There is no improvement over executing the functions sequentially.

In CPython, the reference Python implementation we are using, only one thread can execute Python code at once due to the Global Interpreter Lock (GIL).

Threading is still an appropriate model in Python to run multiple I/O-bound tasks simultaneously.

We demonstrate later that Python functions implemented in C can release the GIL and be executed on multiple CPU cores using threads.

Cross-correlation in C

Let's compare the performance of the pure Python function to an implementation in C.
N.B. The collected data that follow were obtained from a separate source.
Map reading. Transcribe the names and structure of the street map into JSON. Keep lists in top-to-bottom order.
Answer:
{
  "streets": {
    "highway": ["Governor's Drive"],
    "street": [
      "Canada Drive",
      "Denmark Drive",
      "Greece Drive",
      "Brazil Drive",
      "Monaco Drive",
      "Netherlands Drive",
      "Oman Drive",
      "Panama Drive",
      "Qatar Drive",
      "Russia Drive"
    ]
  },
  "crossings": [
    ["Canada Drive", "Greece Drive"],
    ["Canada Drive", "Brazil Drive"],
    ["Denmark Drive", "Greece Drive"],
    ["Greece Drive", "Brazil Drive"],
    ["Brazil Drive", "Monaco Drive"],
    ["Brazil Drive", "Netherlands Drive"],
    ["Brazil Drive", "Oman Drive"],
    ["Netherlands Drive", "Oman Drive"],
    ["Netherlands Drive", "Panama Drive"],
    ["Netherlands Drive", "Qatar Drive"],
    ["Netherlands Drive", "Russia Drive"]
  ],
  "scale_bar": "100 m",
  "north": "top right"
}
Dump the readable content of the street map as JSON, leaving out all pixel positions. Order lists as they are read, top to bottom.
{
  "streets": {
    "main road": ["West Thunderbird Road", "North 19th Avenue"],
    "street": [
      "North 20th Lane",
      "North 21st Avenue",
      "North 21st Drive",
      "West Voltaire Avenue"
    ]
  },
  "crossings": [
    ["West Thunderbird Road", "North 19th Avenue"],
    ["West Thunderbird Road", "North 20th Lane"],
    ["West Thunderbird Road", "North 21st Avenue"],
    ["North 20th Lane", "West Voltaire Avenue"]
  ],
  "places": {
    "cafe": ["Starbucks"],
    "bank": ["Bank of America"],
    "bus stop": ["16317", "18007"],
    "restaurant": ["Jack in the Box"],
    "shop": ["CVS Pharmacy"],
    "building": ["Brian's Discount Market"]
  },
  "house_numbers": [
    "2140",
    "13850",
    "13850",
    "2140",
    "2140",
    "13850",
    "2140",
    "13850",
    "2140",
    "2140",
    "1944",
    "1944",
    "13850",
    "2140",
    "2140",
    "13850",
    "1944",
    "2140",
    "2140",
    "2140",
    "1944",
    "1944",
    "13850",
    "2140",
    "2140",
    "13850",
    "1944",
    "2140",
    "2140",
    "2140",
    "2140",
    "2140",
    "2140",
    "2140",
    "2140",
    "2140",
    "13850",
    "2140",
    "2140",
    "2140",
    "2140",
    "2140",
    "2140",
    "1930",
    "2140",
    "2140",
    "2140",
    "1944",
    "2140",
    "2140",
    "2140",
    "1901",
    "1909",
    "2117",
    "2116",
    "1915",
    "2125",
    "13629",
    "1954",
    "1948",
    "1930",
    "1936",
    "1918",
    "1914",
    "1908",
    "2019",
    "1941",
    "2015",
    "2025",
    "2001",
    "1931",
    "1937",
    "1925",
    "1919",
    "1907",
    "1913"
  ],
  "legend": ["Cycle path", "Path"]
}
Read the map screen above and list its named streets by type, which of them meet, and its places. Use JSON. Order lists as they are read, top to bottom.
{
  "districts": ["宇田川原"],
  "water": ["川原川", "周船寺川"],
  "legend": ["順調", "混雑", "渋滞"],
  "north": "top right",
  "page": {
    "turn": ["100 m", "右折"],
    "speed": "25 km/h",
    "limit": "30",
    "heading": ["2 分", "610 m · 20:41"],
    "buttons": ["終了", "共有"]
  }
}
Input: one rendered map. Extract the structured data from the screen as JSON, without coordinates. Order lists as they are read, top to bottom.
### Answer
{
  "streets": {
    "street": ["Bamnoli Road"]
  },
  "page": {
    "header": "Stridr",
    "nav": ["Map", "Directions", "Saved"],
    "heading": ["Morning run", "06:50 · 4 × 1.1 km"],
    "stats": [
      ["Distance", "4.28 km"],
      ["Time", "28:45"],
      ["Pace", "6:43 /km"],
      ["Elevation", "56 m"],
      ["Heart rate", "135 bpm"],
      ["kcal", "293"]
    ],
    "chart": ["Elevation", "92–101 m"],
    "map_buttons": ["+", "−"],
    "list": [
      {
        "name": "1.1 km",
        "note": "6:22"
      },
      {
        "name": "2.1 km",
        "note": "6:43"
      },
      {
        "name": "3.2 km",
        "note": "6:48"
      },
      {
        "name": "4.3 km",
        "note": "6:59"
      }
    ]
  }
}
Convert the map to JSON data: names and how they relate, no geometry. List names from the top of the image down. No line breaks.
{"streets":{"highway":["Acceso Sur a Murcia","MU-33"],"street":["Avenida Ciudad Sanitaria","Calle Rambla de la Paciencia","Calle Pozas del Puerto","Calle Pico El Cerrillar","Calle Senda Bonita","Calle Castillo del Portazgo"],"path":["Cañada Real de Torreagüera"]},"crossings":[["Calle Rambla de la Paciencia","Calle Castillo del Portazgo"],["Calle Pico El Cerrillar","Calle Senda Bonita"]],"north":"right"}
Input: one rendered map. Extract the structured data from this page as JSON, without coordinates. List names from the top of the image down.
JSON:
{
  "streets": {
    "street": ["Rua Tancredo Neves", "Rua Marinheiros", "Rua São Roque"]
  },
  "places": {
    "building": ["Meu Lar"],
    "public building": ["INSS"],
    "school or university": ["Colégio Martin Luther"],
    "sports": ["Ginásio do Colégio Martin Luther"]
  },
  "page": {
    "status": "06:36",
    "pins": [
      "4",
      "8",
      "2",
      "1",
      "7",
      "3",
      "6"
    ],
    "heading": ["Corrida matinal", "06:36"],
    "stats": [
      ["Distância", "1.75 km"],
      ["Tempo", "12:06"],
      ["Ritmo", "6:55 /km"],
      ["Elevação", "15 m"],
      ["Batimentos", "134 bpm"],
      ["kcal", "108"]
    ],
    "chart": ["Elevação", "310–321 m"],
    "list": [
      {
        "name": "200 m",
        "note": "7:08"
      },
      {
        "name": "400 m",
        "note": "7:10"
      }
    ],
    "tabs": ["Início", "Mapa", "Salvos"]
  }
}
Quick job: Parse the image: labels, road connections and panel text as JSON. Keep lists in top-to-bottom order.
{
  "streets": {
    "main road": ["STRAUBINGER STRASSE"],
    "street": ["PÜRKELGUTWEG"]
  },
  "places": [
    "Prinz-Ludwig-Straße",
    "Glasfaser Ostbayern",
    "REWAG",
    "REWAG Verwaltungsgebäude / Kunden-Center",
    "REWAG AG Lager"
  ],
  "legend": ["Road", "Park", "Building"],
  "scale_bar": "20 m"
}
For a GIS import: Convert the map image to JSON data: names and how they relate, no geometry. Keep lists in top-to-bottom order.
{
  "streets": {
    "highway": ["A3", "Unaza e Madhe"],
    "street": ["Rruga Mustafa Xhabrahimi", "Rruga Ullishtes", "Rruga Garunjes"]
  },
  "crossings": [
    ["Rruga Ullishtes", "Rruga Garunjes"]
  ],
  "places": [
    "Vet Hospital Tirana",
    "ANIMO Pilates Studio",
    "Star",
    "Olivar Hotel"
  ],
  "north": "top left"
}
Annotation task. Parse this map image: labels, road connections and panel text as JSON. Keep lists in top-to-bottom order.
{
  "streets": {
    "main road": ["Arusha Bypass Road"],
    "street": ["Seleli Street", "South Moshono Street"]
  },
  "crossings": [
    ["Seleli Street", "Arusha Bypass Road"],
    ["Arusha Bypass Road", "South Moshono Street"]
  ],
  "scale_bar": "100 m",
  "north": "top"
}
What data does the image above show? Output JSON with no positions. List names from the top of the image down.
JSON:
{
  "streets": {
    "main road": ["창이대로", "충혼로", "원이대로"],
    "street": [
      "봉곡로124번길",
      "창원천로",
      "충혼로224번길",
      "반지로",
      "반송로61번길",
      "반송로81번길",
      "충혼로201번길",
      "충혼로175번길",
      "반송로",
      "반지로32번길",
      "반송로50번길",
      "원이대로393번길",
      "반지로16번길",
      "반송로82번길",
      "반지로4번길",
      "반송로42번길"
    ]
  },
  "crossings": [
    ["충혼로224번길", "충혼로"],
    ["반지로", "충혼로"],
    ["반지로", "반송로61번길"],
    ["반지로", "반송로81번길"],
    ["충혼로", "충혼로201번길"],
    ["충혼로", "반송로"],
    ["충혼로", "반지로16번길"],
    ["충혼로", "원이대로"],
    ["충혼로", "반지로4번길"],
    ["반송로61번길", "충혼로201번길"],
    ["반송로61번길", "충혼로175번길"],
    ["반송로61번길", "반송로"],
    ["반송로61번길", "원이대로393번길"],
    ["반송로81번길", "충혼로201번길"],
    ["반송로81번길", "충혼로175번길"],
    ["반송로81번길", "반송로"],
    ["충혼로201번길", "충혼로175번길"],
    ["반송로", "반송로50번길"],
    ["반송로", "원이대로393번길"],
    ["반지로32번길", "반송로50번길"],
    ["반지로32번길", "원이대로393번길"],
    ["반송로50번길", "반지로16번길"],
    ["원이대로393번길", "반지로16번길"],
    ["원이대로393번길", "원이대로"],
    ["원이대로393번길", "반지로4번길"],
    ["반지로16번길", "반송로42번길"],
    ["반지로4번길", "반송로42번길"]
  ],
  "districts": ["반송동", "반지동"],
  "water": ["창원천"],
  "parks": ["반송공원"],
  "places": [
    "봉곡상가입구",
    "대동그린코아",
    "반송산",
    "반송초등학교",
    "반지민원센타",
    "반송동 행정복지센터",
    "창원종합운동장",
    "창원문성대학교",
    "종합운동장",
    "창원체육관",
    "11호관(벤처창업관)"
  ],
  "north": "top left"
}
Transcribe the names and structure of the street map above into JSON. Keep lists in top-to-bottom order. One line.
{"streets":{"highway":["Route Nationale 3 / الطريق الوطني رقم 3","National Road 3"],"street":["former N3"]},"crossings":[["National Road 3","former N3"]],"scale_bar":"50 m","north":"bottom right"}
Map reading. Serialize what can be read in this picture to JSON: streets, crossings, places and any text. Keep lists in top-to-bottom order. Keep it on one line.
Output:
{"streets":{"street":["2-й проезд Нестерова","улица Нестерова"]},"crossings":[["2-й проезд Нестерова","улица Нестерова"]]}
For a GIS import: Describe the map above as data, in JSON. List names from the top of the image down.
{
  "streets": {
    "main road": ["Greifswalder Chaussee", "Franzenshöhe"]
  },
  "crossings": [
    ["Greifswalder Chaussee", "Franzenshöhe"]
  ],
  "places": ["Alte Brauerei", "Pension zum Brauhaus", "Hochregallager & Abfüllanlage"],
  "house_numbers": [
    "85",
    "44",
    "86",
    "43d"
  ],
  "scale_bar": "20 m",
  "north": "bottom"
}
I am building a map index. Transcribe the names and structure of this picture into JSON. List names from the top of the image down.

The speed of compiled C code is often used as a reference when comparing single-threaded performance.

In [11]:
%%writefile correlate_c.c

/* A linear correlate function implemented in C. */

#include <stddef.h>
#include <stdlib.h>
#include <stdio.h>

typedef ptrdiff_t ssize_t;

/* Compute dot product of two sequences in range. */ 
double dot(double *a, double *b, ssize_t start, ssize_t end, ssize_t delay) {
    ssize_t n;
    double sum = 0.0;
    for (n = start; n < end; n++)
        sum += a[n + delay] * b[n];
    return sum;
}


/* Compute linear correlation of two one-dimensional sequences. */
void correlate_c(double *a, double *b, double *c, ssize_t size) {
    ssize_t i = 0;
    ssize_t maxdelay = size / 2;
    ssize_t delay;
    
    /* negative delays */
    for (delay = -maxdelay; delay < 0; delay++)
        c[i++] = dot(a, b, -delay, size, delay);

    /* positive delays */
    for (delay = 0; delay < maxdelay; delay++)
        c[i++] = dot(a, b, 0, size-delay, delay);
}


/* Time the correlate_c function. */
int main() {
    ssize_t i;
    ssize_t size = 8192;
    ssize_t loops = 25;
    
    double *a = (double*)malloc(size * sizeof(double));
    double *b = (double*)malloc(size * sizeof(double));
    for (i = 0; i < size; i++) {
        a[i] = (double)rand()/(double)(RAND_MAX) - 0.5;
        b[i] = (double)rand()/(double)(RAND_MAX) - 0.5;
    }

    for (i = 0; i < loops; i++) {
        double *c = (double*)malloc(size * sizeof(double));
        correlate_c(a, b, c, size);
        free(c);
    }
    
    free(a);
    free(b);
    
    return 0;
}
Overwriting correlate_c.c

Python's distutils.ccompiler module can be used to compile and link the C code:

In [12]:
from distutils import ccompiler

compiler = ccompiler.new_compiler()
objects = compiler.compile(['correlate_c.c'], extra_postargs=['-O2'])
compiler.link_executable(objects, 'correlate_c')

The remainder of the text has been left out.